EXTREME…ly difficult

Tags: Categories: Reviews, Xbox 360 Reviews

Posted by Mark "MadMup" Zwolanek on Nov 6th, 2008


One notch past rally racing, you’ll find Baja racing – a grueling test of endurance that will separate gearheads from wannabes. This is a contest that sees people savoring each hard won victory or those who’ll be left in the dirt, weeping and pulling their hair out. Oh, and the actual racing is probably pretty tough, too.

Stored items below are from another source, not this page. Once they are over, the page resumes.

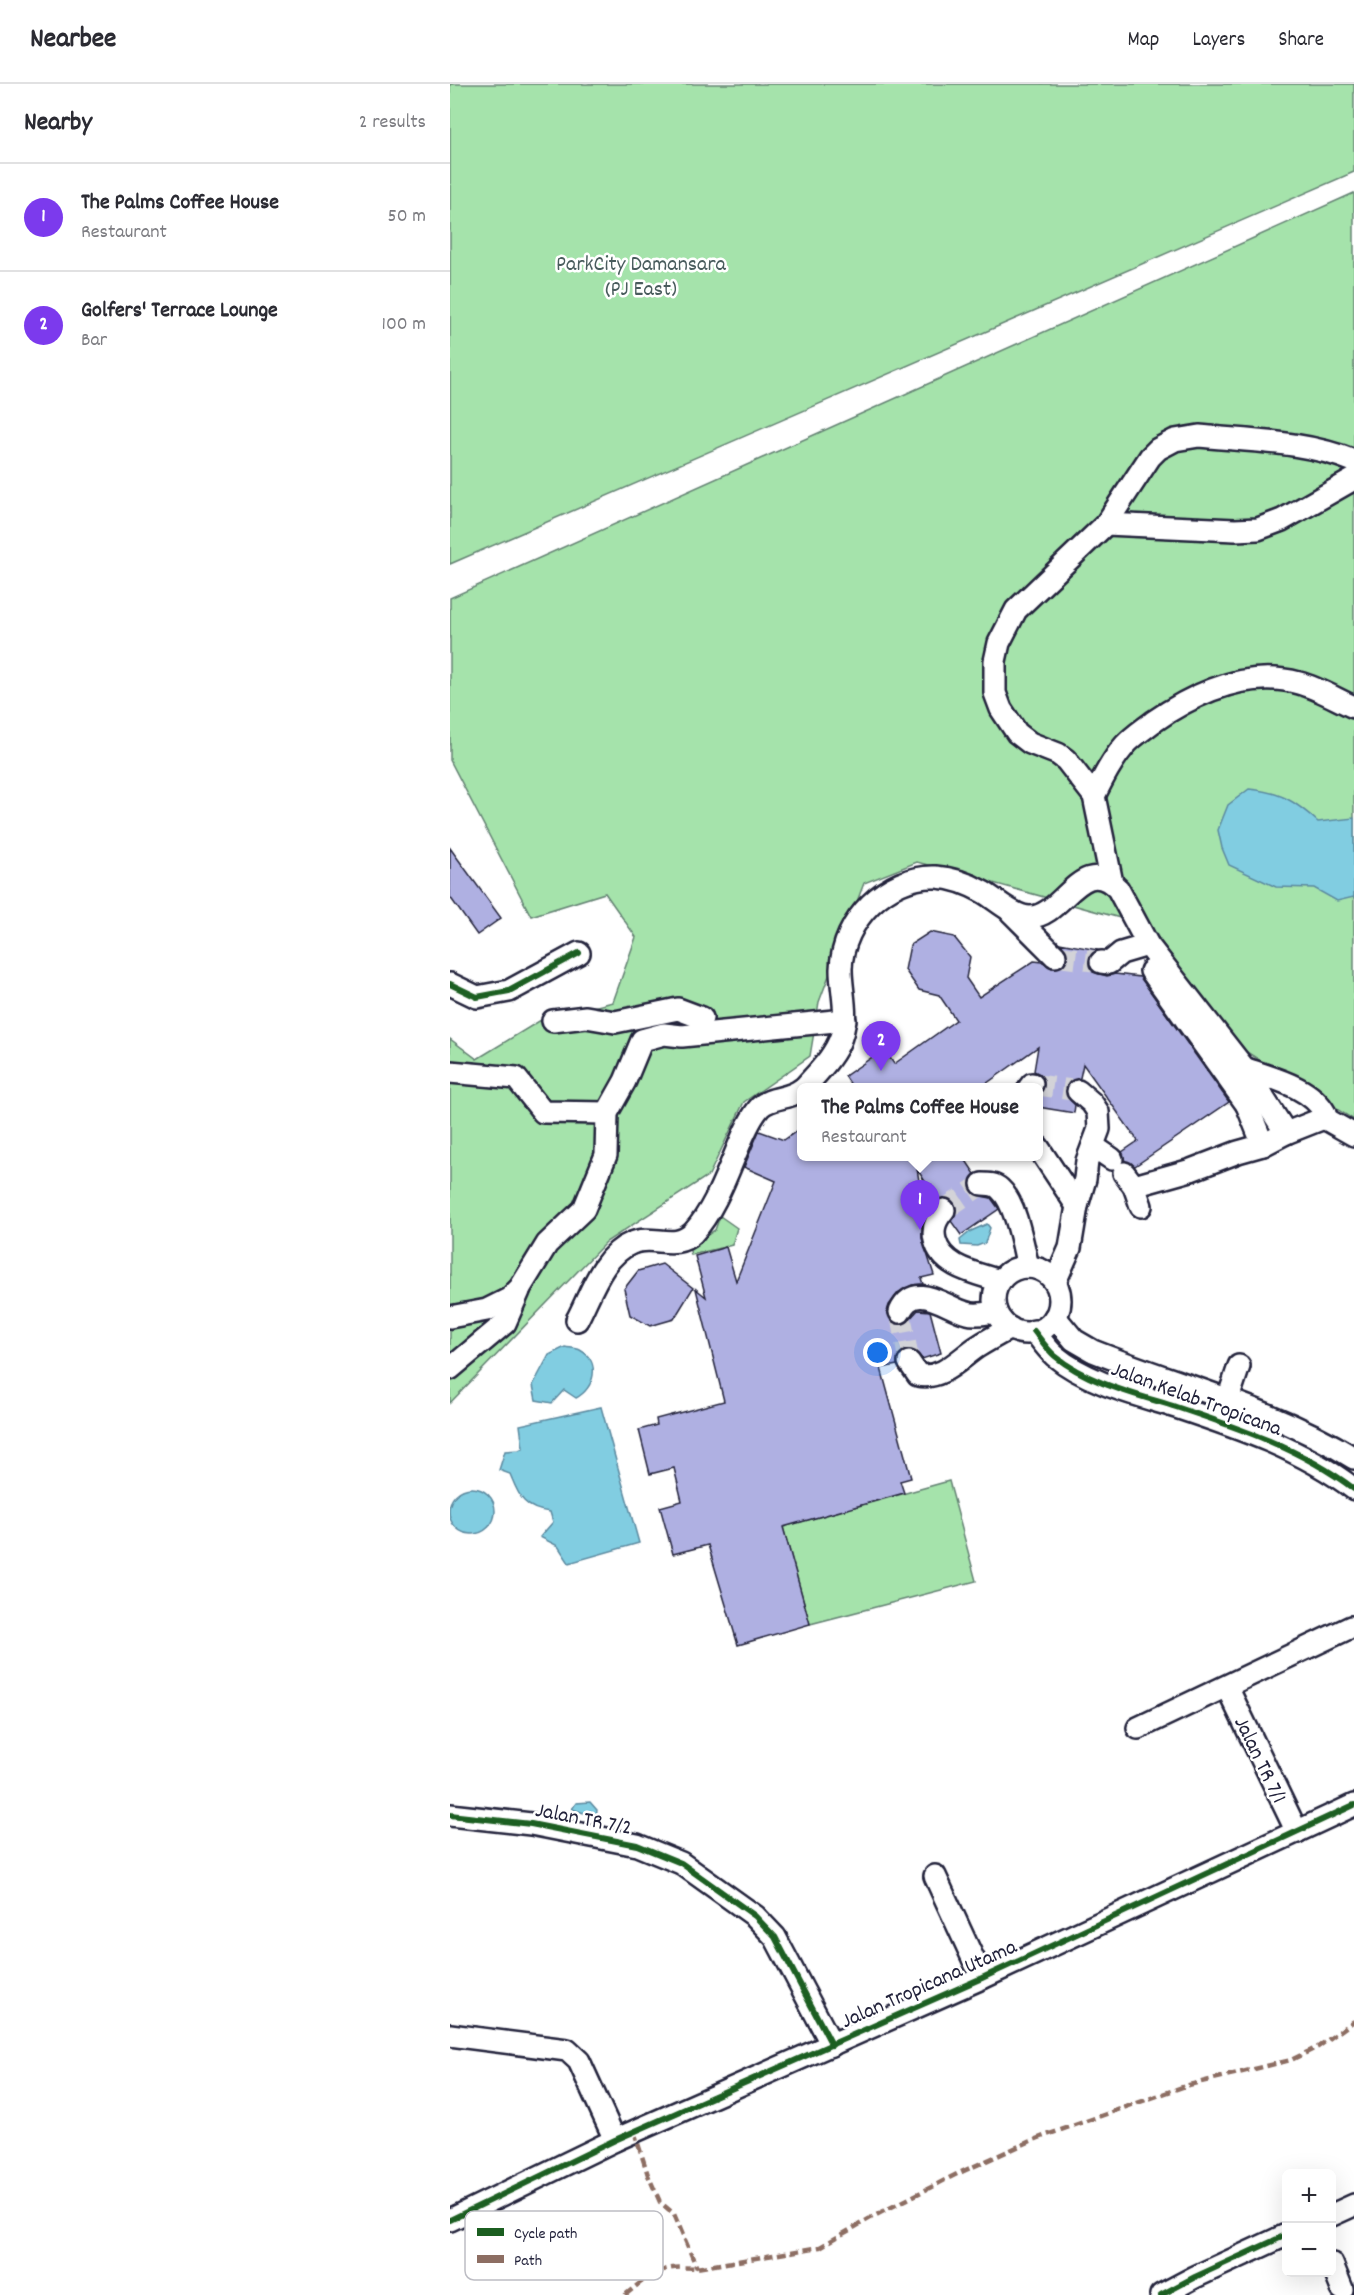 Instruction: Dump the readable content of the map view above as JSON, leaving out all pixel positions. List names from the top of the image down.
{
  "streets": {
    "street": [
      "Jalan Kelab Tropicana",
      "Jalan TR 7/1",
      "Jalan TR 7/2",
      "Jalan Tropicana Utama"
    ]
  },
  "crossings": [
    ["Jalan TR 7/1", "Jalan Tropicana Utama"],
    ["Jalan TR 7/2", "Jalan Tropicana Utama"]
  ],
  "parks": ["ParkCity Damansara (PJ East)"],
  "legend": ["Cycle path", "Path"],
  "page": {
    "header": "Nearbee",
    "nav": ["Map", "Layers", "Share"],
    "heading": ["Nearby", "2 results"],
    "list": [
      {
        "mark": "1",
        "name": "The Palms Coffee House",
        "note": "Restaurant",
        "value": "50 m"
      },
      {
        "mark": "2",
        "name": "Golfers' Terrace Lounge",
        "note": "Bar",
        "value": "100 m"
      }
    ],
    "pins": ["2", "1"],
    "popup": ["The Palms Coffee House", "Restaurant"],
    "map_buttons": ["+", "−"]
  }
}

In the grand style of such luminaries as Gran Turismo and Forza Motorsports, Baja: Edge of Control presents the now-standard formula: buy a low-end vehicle, race to earn cash (or credits) to upgrade your vehicle, race more to earn more to buy better vehicles and open new levels of racing. Where Baja differs is in the environment. Not confined to oval paved tracks or even the tree-lined ruts in rally games, Baja takes racers out into the wilderness. Tracks are ill-defined, twisty, and avidly attempting to defeat racers. A spill off the side of a mountain trail barely wider than your vehicle is commonplace, and making it through even a short race with all the panels still on the vehicle is a rare occurrence. And in any of the hours-long races (yes, hours), it’s a race between which will wear out first: your vehicle or your patience.


The game designers included a neat feature in this huge game world: free-range driving. Want to take a vehicle out and just drive all over the levels and look around? Knock yourself out. You can turn damage off and the designers even gave you a reason to drive around. Each stage has discoverable landmarks, and as you might suspect, finding them all gives you an Achievement. If you’re one for getting every achievement in every Xbox game you play, prepare to put hours – nay, DAYS – into this game.


Baja has two major flaws, and they actually compound each other. First, while AI vehicles are easily able to knock the player vehicle around, they are as immovable as the Rock of Gibraltar. Forget trying to bump them out of the way around a corner – the most you’ll do is get tied up on them and have to brake to disentangle. Yes, AI vehicles will go off course, crash, and flip over, but they’ll be back in action and passing you soon enough.


Secondly, the difficulty in the game is stupefying. There are steep learning curves and then there are games that let you think by upgrading your vehicle you are actually improving its performance when, in fact, you are engaging in Sisyphus-like machinations. This game is in the latter category. Winning races is hard. And since advancement in the game pretty much depends on you winning races, advancing is really hard. See those shiny awesome trucks that could make short work of Everest or Kilimanjaro? You might actually climb either of those peaks before you’ll get a chance at driving them in career mode. You can play around with them in arcade mode so you can see what it is you’re missing, though, so you’ve got that going for you. Which is nice.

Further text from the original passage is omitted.